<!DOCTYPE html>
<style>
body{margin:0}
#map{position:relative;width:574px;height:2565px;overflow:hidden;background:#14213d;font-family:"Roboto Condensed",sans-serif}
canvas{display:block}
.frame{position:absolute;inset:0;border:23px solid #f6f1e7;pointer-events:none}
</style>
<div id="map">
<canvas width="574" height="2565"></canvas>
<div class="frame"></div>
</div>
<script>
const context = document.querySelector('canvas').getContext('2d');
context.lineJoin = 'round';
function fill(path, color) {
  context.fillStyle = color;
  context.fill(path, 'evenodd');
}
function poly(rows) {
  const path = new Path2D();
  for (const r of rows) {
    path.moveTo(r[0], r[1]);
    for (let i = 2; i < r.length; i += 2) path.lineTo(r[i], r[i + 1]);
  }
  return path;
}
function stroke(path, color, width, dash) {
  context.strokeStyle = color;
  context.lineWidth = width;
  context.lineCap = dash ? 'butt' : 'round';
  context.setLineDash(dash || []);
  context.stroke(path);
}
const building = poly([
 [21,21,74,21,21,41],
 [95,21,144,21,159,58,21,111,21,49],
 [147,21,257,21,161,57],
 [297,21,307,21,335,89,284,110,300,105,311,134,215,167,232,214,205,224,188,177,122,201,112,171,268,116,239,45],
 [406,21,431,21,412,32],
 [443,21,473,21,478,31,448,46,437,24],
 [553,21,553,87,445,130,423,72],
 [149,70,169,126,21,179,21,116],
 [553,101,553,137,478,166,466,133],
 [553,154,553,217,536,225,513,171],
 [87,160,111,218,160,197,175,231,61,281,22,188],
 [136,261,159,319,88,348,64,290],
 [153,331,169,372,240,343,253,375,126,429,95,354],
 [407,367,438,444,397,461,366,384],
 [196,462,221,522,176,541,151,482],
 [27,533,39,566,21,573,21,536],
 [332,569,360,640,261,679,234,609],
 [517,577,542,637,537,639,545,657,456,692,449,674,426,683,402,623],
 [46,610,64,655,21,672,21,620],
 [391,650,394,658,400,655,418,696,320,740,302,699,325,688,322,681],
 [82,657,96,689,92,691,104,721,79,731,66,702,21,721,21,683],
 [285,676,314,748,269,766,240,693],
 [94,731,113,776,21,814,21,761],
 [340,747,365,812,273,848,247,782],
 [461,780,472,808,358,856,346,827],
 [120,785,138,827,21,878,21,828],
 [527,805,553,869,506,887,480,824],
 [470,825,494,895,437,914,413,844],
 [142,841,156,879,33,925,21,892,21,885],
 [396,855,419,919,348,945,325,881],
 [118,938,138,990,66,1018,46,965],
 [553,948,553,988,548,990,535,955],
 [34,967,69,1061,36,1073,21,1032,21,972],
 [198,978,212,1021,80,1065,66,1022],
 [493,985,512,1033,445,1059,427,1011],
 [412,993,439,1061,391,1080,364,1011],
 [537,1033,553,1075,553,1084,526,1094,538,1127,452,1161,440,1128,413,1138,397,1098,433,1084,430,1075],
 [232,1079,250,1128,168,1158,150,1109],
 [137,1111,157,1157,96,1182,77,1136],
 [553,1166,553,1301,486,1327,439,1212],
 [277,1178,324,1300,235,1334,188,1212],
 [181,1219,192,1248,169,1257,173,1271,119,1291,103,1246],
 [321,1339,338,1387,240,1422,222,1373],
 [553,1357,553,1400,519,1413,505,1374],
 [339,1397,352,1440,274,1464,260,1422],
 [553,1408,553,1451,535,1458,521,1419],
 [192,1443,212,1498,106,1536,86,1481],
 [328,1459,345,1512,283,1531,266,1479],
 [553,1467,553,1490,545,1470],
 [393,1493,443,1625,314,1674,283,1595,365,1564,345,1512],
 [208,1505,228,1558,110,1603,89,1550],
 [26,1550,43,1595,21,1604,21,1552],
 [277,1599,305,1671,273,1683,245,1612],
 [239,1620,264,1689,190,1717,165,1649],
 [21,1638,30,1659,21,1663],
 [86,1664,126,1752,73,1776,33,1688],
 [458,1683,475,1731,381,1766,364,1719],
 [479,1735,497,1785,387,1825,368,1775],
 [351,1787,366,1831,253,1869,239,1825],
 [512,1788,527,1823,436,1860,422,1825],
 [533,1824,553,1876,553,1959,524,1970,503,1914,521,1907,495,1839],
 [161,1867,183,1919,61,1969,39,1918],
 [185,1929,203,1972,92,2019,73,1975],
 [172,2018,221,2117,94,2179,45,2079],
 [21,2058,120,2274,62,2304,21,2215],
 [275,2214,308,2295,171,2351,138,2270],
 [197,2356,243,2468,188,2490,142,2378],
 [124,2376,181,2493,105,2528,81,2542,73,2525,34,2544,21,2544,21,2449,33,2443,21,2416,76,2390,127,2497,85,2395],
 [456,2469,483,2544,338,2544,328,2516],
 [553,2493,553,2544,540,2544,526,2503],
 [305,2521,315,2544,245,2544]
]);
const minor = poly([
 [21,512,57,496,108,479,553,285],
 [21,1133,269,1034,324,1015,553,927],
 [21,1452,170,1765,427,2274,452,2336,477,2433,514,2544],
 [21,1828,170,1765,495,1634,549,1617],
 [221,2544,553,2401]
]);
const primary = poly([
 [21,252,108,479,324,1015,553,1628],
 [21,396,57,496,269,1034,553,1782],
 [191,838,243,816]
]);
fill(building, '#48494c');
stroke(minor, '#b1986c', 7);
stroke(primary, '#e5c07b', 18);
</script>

********

Problem statement
Show all of the lines above in which "color" is present.

Your response
function fill(path, color) {
  context.fillStyle = color;
function stroke(path, color, width, dash) {
  context.strokeStyle = color;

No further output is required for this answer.